Batyskaf jednak nie uzyskał żadnych certyfikatów bezpieczeństwa instytucji państwowych i został uznany za projekt niedopracowany i nie spełniający zalecanych norm. Ekscentryczny miliarder Stockton Rush nie zważał na słowa krytyki różnych specjalistów i stosował rozwiązania nie do końca sprawdzone w warunkach głębinowych np. w zakresie materiałów konstrukcyjnych (włókno węglowe). Ponadto oszczędzał na systemach bezpieczeństwa i znanych, sprawdzonych ale jednocześnie drogich technologiach, które podwyższały znacznie koszt "Titana". Nie oznacza to, że branża cywilna nie posiada kompetencji do produkcji takich jednostek.
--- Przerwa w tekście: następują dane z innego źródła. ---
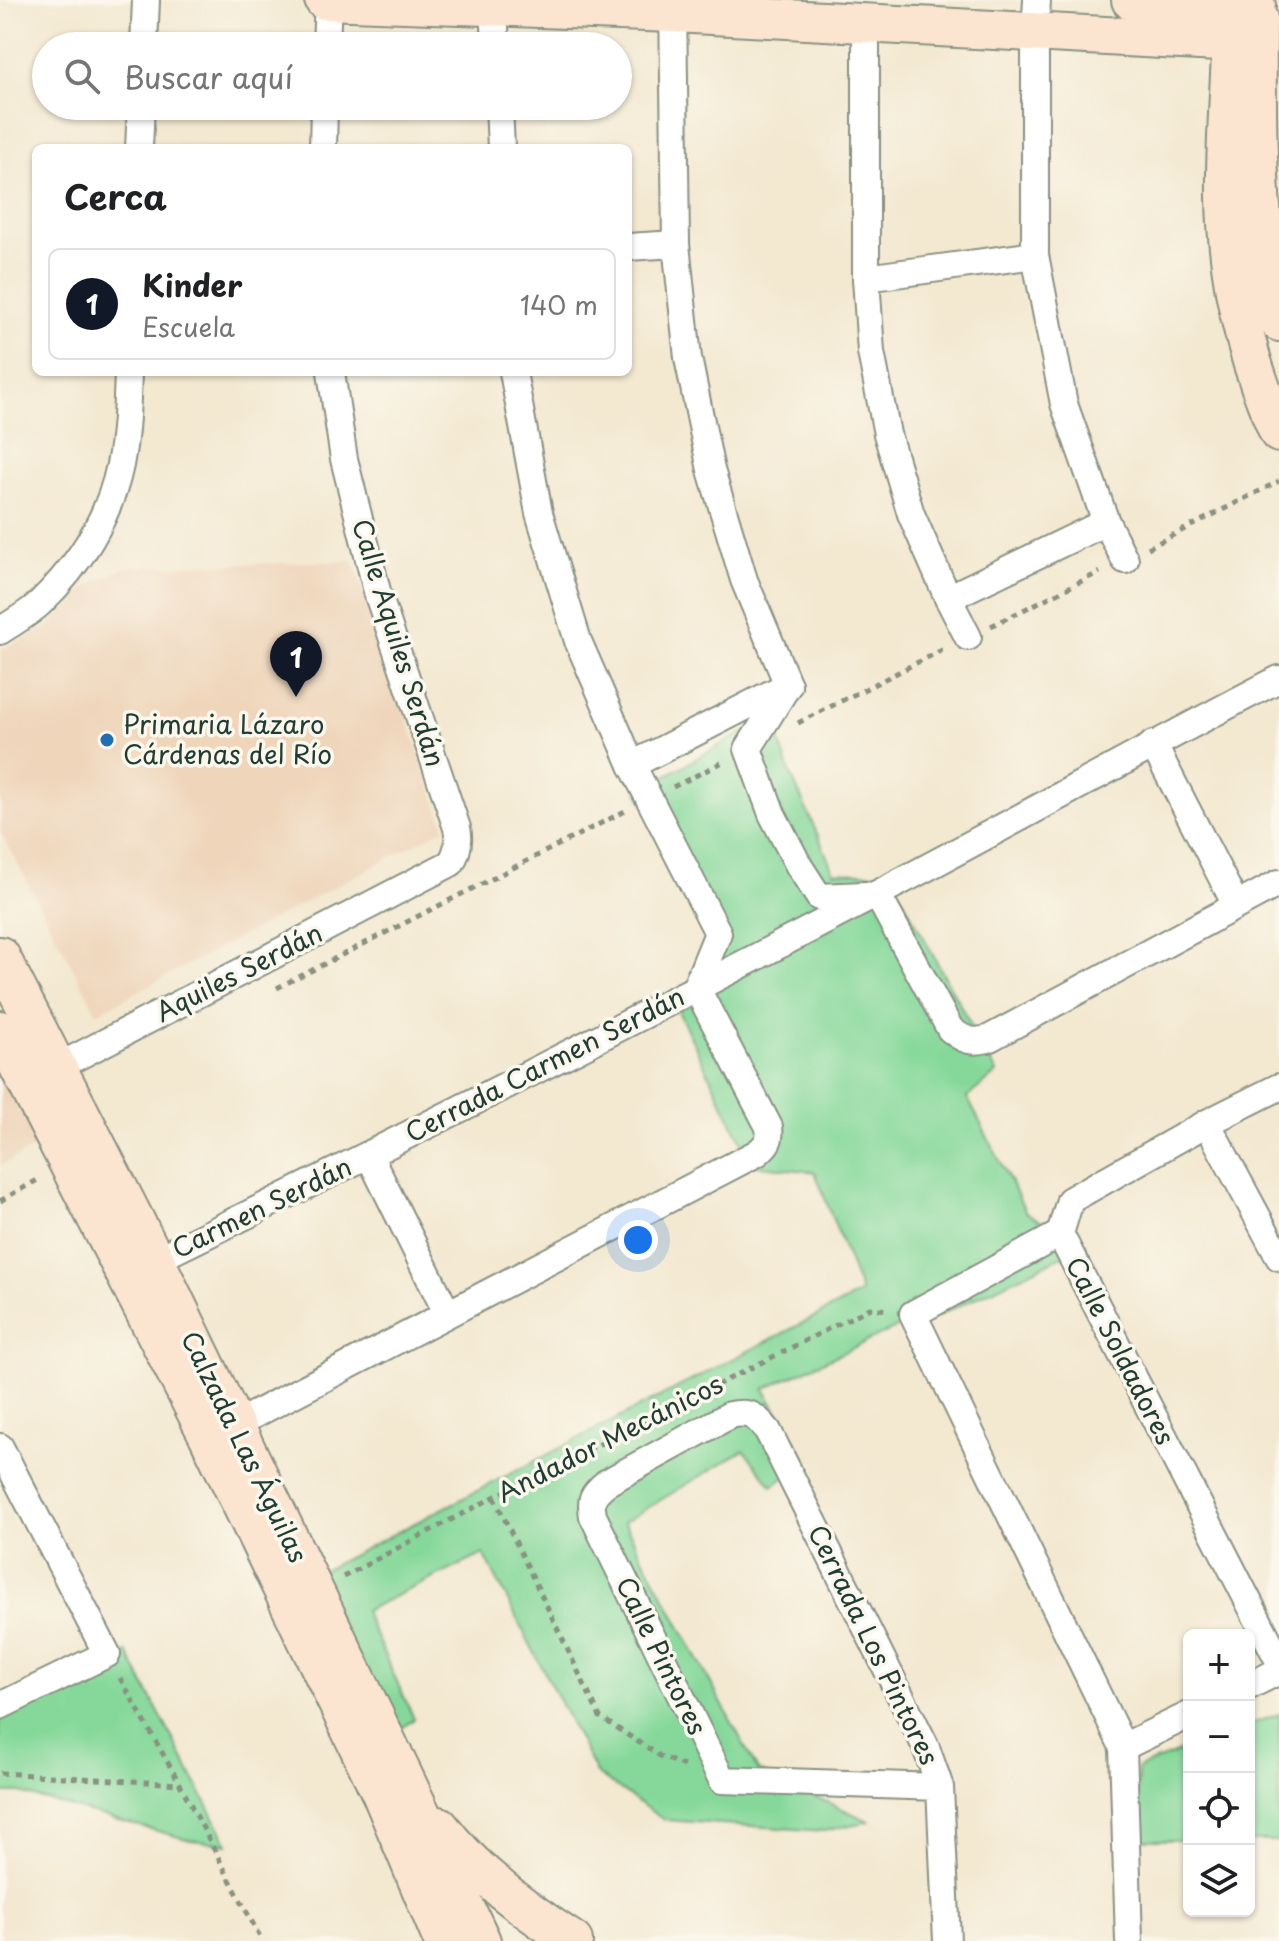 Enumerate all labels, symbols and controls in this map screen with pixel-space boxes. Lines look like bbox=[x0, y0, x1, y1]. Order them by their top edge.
search box bbox=[32, 32, 632, 120]
icon: search bbox=[60, 54, 104, 98]
text: Buscar aquí bbox=[124, 54, 293, 99]
text: Cerca bbox=[64, 170, 167, 222]
text: Kinder bbox=[142, 262, 242, 307]
text: 1 bbox=[86, 285, 98, 324]
text: 140 m bbox=[520, 285, 598, 324]
text: Escuela bbox=[142, 307, 235, 346]
street label: Calle Aquiles Serdán bbox=[343, 514, 456, 771]
pin: 1 bbox=[270, 631, 322, 697]
place label: Primaria Lázaro Cárdenas del Río bbox=[123, 704, 332, 773]
marker: Primaria Lázaro Cárdenas del Río bbox=[98, 731, 116, 749]
street label: Aquiles Serdán bbox=[148, 913, 329, 1031]
street label: Cerrada Carmen Serdán bbox=[398, 976, 691, 1151]
street label: Carmen Serdán bbox=[165, 1146, 358, 1267]
your location bbox=[618, 1220, 658, 1260]
street label: Calle Soldadores bbox=[1057, 1249, 1186, 1451]
street label: Calzada Las Águilas bbox=[172, 1324, 319, 1569]
street label: Andador Mecánicos bbox=[489, 1364, 729, 1512]
street label: Cerrada Los Pintores bbox=[799, 1518, 950, 1771]
street label: Calle Pintores bbox=[607, 1569, 718, 1741]
map controls bbox=[1183, 1629, 1255, 1917]
button: + bbox=[1183, 1629, 1255, 1701]
button: − bbox=[1183, 1701, 1255, 1773]
button: locate bbox=[1183, 1773, 1255, 1845]
button: layers bbox=[1183, 1845, 1255, 1917] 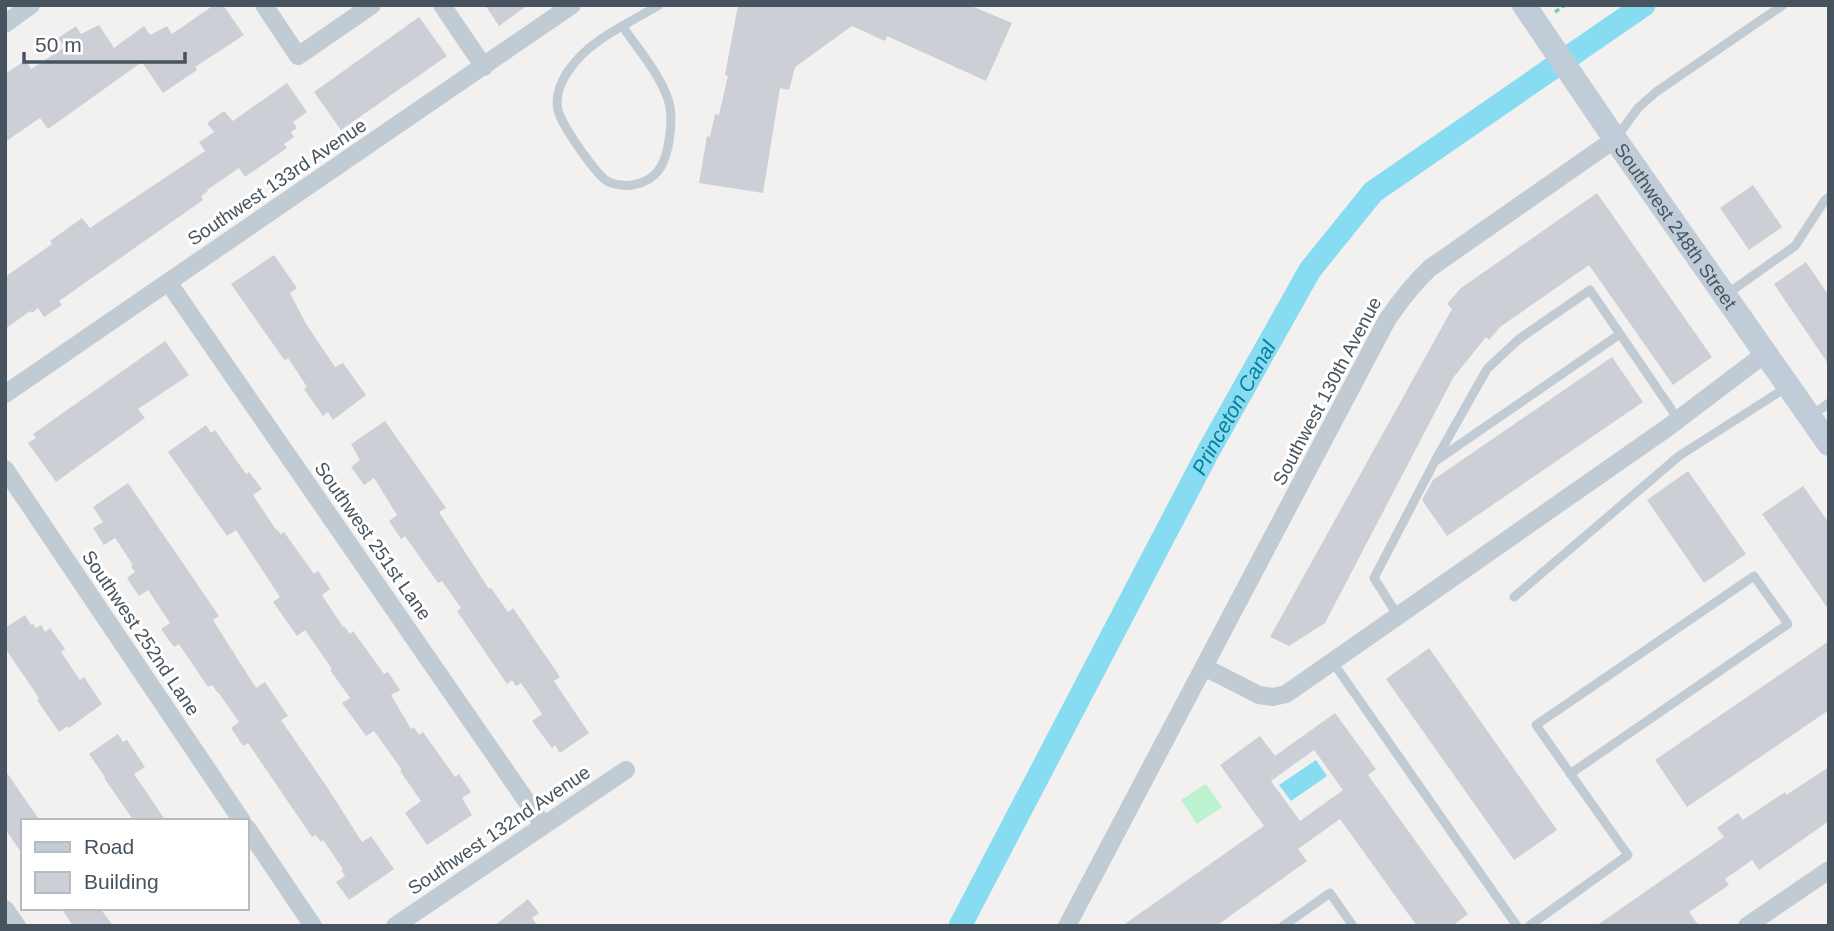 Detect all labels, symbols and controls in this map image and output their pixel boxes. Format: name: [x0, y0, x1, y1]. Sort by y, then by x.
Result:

Większość powstałych dotąd batyskafów głębinowych o różnym zastosowaniu to właśnie efekt projektów prywatnych a nie państwowych czy wojskowych. Mimo to ten niedopracowany projekt został włączony do użytku dzięki uporowi Stocktona. Niestety w tym przypadku skończyło się to tragedią. Nie brak głosów, że firma postawiła sobie zbyt ambitne plany w tym zakresie nie mając w nurkowaniu głębinowym żadnego doświadczenia. Wystarczyło bowiem skupić się na batyskafach operujących na głębokości 300-500 m. Taką jednostkę przeznaczoną do celów turystycznych byłaby w stanie wykonać praktycznie większość podmiotów, które konstruują profesjonalne batyskafy. Jednocześnie zakres wspomnianej głębokości byłby również atrakcyjny dla klientów, gdyż jest on niedostępny dla nurków a nie brak jest również i wraków na takich w miarę bezpiecznych głębokościach. Jednak firma postawiła wszystko na jedną kartę i zawiesiła sobie poprzeczkę znacznie wyżej. Jak się okazało - była to jednak błędna polityka bo "Titan" podzielił los "Titanica". Kilka dni po katastrofie statek "Horizon Arctic" przy pomocy jednostki poszukiwawczej "Odyseusz" wydobył niektóre fragmenty zniszczonego "Titana" celem dostarczenia ich do szczegółowych badań.